Salaark dürüstçe cevap verip vermemesi gerektiğini düşünerek çenesini kaşıdı.
“Bakın, evinizi yağmalayanlar kartvizitlerini tam olarak bırakmamışlar. Sanırım tabloları ya kendilerine saklamışlar ya da bu görüntülerin babanızın sevgisinden başka bir şey taşımadığını anlayınca çöpe atmışlar.”

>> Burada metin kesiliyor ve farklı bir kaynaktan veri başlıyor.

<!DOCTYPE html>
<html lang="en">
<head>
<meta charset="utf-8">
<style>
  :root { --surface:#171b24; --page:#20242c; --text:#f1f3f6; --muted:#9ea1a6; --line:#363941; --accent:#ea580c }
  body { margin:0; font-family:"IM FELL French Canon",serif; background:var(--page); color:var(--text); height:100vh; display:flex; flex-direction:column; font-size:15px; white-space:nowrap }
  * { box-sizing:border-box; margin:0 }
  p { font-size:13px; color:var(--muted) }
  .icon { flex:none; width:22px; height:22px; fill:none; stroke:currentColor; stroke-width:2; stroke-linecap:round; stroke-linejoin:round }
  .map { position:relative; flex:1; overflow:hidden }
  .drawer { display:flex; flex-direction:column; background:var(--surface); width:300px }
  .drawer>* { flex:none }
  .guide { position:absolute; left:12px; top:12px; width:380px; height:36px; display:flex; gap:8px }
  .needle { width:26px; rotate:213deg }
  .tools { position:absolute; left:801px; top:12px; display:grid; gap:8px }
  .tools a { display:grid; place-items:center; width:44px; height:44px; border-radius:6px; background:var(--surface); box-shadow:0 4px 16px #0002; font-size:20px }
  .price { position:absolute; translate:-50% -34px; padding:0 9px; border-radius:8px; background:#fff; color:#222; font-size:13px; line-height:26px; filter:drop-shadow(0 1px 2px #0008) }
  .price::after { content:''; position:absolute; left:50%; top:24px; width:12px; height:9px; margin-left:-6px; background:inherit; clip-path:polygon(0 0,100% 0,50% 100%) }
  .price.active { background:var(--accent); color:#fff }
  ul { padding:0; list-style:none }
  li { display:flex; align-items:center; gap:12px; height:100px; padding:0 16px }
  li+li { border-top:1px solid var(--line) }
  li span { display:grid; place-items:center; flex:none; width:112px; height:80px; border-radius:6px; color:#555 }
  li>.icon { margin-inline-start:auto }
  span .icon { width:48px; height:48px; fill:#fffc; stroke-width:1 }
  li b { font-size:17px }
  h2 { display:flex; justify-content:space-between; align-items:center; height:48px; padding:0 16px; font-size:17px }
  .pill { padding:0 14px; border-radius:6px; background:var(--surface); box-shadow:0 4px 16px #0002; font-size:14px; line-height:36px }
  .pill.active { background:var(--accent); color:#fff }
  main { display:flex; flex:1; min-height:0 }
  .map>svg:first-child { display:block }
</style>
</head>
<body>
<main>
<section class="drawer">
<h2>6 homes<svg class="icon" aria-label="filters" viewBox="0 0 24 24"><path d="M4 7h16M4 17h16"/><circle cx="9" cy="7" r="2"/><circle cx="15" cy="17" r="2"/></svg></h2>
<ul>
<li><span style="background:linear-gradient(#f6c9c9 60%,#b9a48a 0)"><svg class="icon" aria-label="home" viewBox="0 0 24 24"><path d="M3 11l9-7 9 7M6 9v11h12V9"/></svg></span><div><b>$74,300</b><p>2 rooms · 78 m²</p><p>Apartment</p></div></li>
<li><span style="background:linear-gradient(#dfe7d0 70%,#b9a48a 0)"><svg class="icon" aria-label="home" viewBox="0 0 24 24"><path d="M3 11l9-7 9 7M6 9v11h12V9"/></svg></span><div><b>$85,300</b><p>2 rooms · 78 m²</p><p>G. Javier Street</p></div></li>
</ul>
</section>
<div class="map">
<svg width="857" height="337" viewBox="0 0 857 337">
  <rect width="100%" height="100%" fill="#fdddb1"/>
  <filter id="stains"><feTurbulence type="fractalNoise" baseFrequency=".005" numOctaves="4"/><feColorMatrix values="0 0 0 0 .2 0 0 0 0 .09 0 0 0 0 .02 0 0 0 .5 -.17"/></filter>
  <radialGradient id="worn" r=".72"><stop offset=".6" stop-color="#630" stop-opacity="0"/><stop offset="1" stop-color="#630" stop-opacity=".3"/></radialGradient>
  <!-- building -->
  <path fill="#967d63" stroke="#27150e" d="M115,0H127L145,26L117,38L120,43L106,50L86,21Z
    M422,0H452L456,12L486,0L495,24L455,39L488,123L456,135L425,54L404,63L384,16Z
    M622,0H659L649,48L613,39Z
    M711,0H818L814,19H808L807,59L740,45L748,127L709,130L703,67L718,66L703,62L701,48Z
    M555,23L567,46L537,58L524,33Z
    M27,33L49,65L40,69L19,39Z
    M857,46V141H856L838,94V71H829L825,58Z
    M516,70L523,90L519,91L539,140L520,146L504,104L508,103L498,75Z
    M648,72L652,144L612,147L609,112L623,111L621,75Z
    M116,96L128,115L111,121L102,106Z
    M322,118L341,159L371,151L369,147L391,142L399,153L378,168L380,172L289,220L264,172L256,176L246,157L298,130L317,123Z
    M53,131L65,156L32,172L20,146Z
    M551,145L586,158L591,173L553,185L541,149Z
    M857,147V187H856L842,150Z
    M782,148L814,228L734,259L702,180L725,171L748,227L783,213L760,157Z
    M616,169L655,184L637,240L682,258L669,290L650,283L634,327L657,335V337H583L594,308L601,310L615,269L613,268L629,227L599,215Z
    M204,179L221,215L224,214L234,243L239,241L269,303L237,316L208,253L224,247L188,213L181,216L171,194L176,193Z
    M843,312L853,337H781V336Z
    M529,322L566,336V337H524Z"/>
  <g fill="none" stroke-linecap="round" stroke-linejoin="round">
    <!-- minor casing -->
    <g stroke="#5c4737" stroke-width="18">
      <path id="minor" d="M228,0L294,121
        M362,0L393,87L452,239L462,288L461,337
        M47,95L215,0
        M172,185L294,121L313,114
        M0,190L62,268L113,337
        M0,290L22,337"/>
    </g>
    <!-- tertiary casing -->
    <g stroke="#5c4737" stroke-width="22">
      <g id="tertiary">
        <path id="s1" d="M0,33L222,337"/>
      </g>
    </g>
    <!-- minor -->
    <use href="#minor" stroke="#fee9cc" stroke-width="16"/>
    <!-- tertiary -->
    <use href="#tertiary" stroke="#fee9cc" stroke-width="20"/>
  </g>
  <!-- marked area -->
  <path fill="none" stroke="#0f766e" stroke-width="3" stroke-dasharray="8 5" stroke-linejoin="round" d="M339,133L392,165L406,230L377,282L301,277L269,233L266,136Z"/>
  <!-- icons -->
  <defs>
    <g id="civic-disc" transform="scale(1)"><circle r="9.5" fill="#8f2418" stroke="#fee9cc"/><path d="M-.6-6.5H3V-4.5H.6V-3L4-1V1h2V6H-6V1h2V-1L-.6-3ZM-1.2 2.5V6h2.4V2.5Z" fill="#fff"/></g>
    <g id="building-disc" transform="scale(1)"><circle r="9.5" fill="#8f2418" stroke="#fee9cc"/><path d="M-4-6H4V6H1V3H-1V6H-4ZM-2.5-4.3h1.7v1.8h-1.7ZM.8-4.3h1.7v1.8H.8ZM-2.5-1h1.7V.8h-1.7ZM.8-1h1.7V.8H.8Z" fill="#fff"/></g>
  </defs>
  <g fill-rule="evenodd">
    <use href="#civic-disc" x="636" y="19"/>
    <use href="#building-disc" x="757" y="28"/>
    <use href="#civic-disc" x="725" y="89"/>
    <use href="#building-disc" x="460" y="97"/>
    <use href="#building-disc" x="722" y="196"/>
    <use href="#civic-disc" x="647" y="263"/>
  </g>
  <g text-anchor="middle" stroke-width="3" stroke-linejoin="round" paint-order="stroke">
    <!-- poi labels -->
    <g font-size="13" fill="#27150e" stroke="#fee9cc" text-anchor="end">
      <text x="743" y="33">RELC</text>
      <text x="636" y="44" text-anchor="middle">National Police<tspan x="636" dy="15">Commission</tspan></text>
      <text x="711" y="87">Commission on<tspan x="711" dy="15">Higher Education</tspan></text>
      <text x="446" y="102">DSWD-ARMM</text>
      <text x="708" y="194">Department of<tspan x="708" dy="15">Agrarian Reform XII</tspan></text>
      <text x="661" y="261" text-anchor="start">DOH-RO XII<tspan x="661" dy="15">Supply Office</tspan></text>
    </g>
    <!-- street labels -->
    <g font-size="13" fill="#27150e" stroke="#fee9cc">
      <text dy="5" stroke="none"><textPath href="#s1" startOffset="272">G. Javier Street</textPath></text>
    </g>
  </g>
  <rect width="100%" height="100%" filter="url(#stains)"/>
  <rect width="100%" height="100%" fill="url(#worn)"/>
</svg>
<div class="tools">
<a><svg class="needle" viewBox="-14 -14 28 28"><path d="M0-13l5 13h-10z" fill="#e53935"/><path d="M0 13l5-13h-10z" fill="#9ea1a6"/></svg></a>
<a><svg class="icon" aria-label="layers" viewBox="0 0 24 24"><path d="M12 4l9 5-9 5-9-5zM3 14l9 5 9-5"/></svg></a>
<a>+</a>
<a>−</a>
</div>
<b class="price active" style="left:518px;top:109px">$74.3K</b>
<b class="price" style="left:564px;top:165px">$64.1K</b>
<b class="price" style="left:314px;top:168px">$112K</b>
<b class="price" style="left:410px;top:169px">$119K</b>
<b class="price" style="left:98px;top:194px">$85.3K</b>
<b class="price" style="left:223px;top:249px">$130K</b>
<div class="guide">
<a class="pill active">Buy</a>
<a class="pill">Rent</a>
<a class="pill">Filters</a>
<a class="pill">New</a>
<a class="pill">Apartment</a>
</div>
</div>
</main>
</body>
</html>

“Lütfen, sadece bir isme ihtiyacım var. Doğum günüm için koleksiyonuma en azından bir tablo daha eklemek istiyorum.” dedi Solus.
“Threin'in tablolarına sahip olan bir kişiyi tanıyorum.” Salaark o üzgün gözlerin önünde pes ederek içini çekti.
“Neden bize onlardan hiç bahsetmedin?” diye sordu Lith.
“Çünkü o bir tuhaf. Savaşçı olmak yerine bilgin olmaya karar veren ender Phoenix'lerden biri. Ne seni ne de kendimi utandırmak istemedim.” Overlord cevap verdi.
“Lütfen, Lich'ler, Dragon'lar, Phoenix'ler ve
İğrenç şeyler. Bu adam onlardan daha kötü olabilir mi?” Solus bu tür saçma endişelere gülümsedi.
“Çünkü o benim oğlum ve senin eski sevgilin.” Salaark utançla başını kaşıdı ve hemen ardından Solus geldi.
“Düzeltildim. Bu çok daha kötü.” Geçmişinin şimdisiyle buluşması fikrinden korkuyordu.
“Neden? Elphyn'i tanıyan insanlarla zaten tanıştık.
Menadion. Senin kuleyle kaynaşmanla ilgili kısmı dışarıda bırakmamız gerekiyor, böylece her şey “yeni” olacak.” Lith, Solus'un geçmişteki benliğinin pervasız davranışlarından habersiz omuz silkti.
****
Yönetici Notu: Özel teşekkürler Şair romancı sağlanan bölümler için!
Bu bölüm Fenrir Scans tarafından güncellenmiştir.